Work instruction:
Please output the listing that follows exactly, but keep all images out.

Data section:
Start of Block

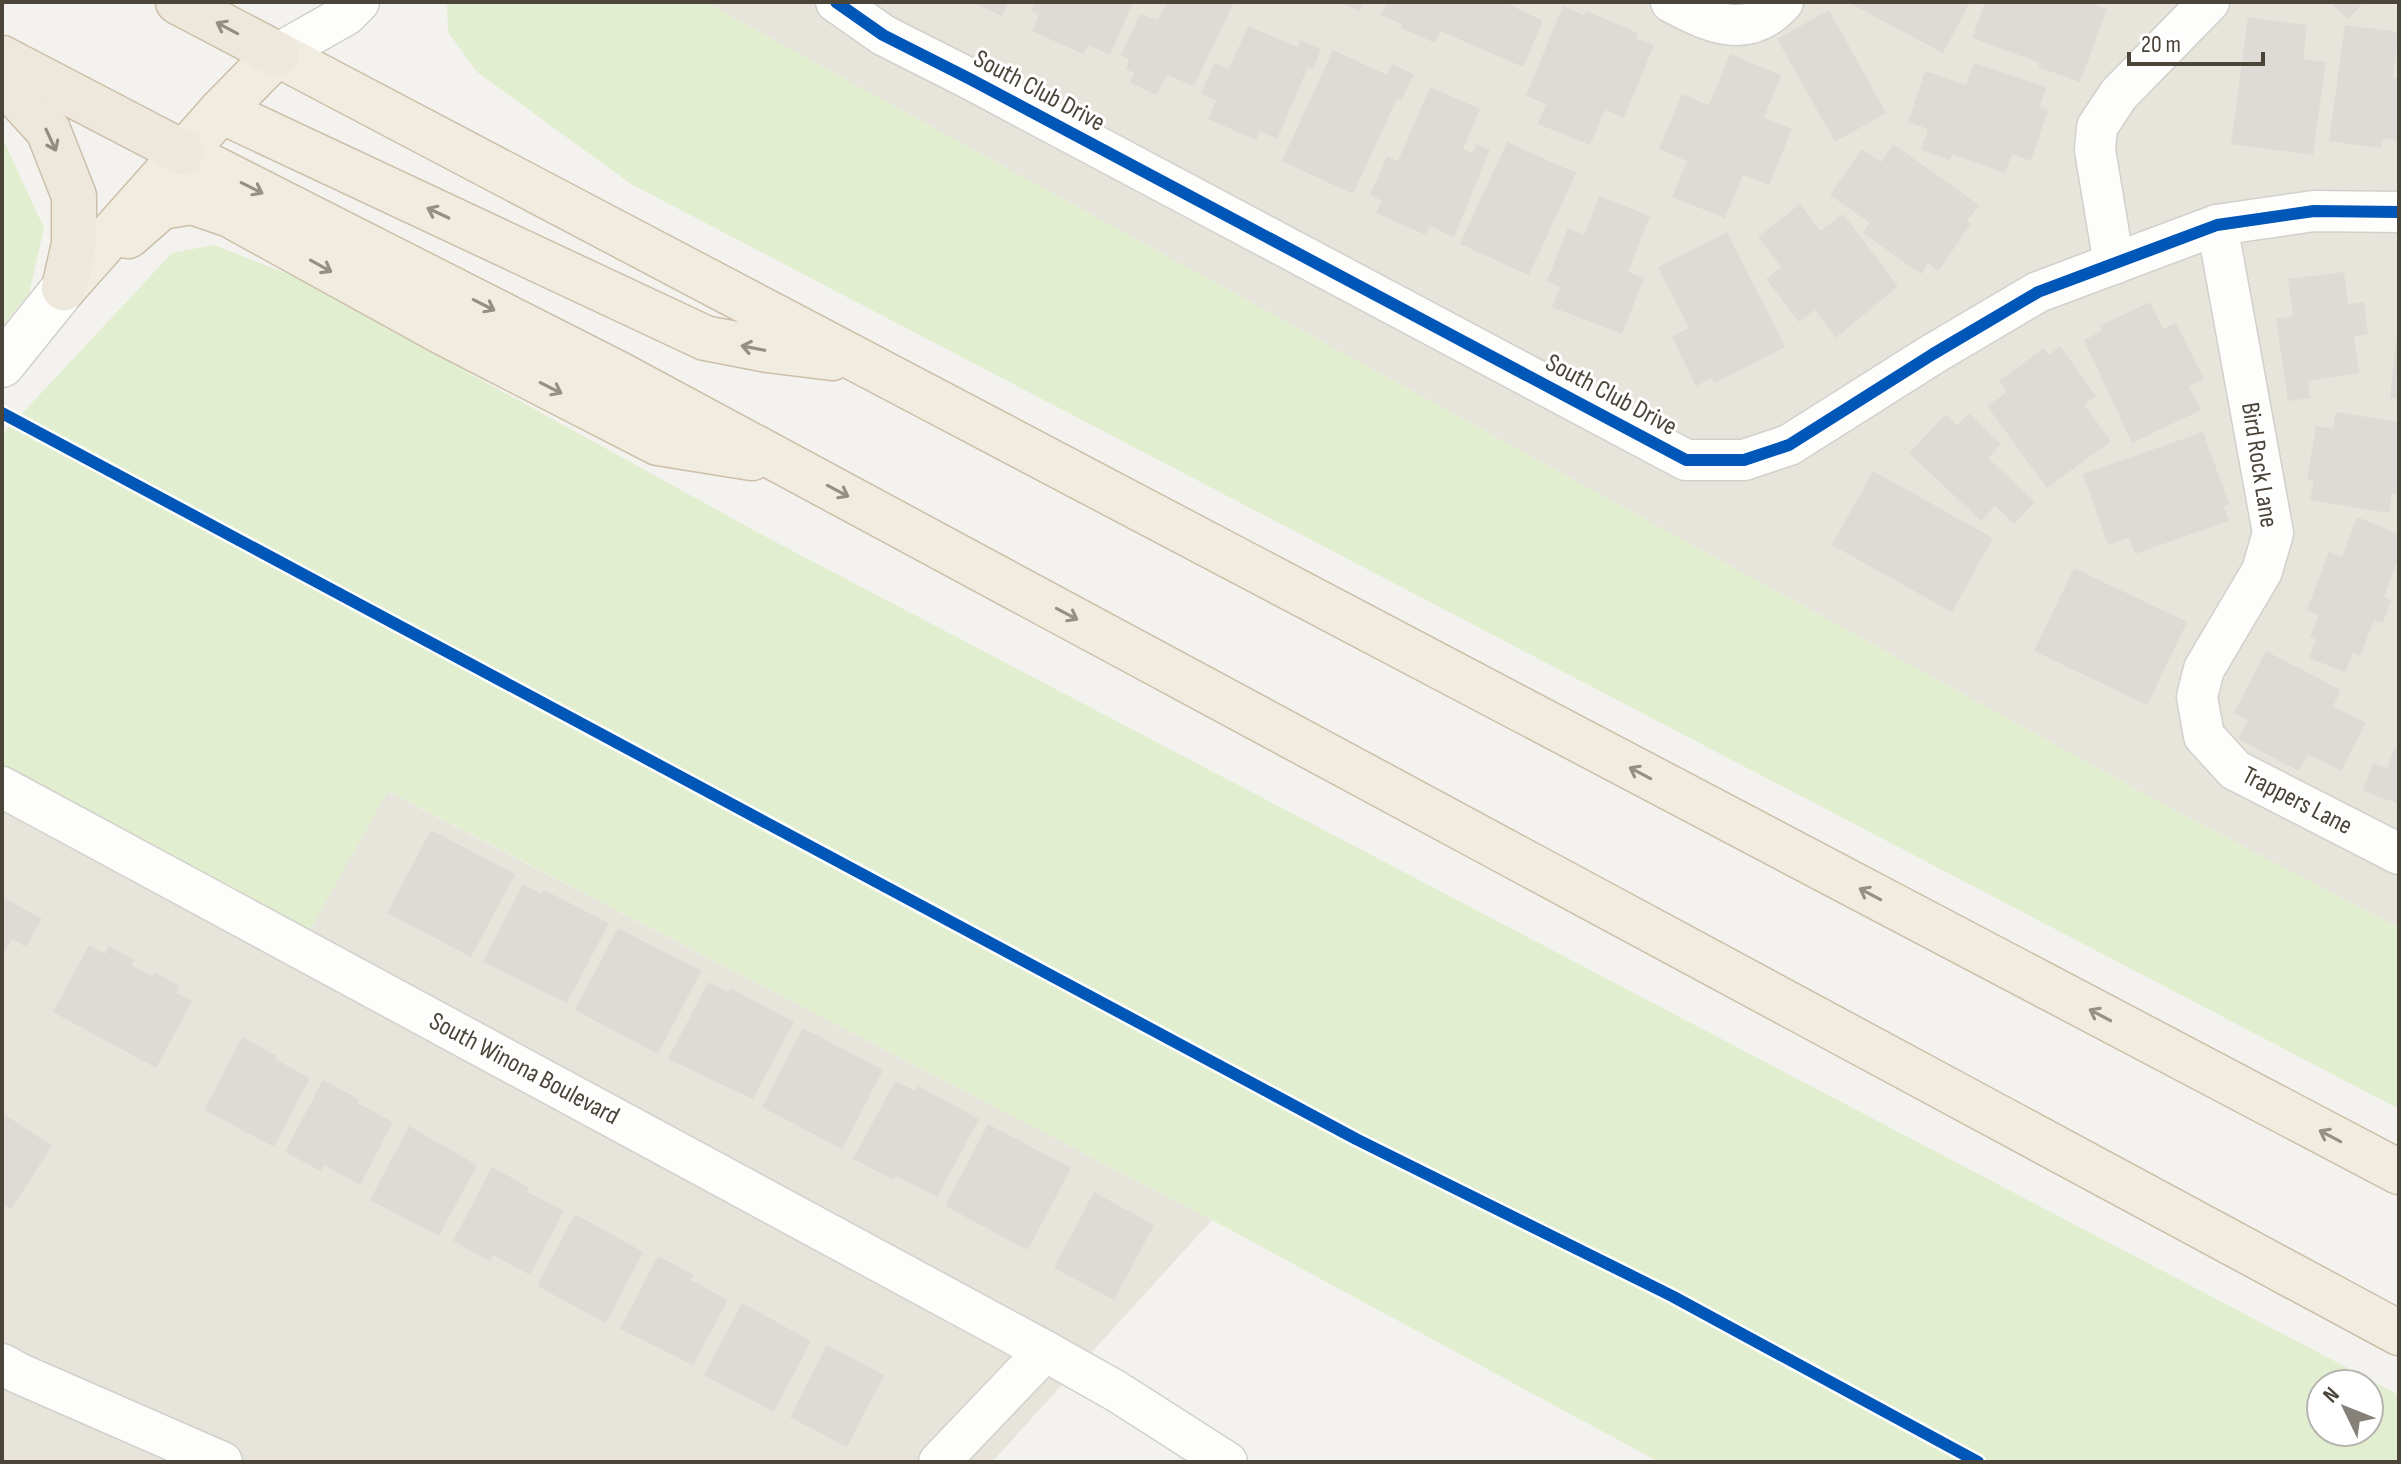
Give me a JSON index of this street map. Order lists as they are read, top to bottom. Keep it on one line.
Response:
{"streets":{"street":["South Club Drive","Bird Rock Lane","Trappers Lane","South Winona Boulevard"]},"crossings":[["South Club Drive","Bird Rock Lane"],["Bird Rock Lane","Trappers Lane"]],"scale_bar":"20 m","north":"top left"}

End of Block

Solution for this exercise:
Give me a JSON index of this street map. Order lists as they are read, top to bottom. Keep it on one line.
Response:
{"streets":{"street":["South Club Drive","Bird Rock Lane","Trappers Lane","South Winona Boulevard"]},"crossings":[["South Club Drive","Bird Rock Lane"],["Bird Rock Lane","Trappers Lane"]],"scale_bar":"20 m","north":"top left"}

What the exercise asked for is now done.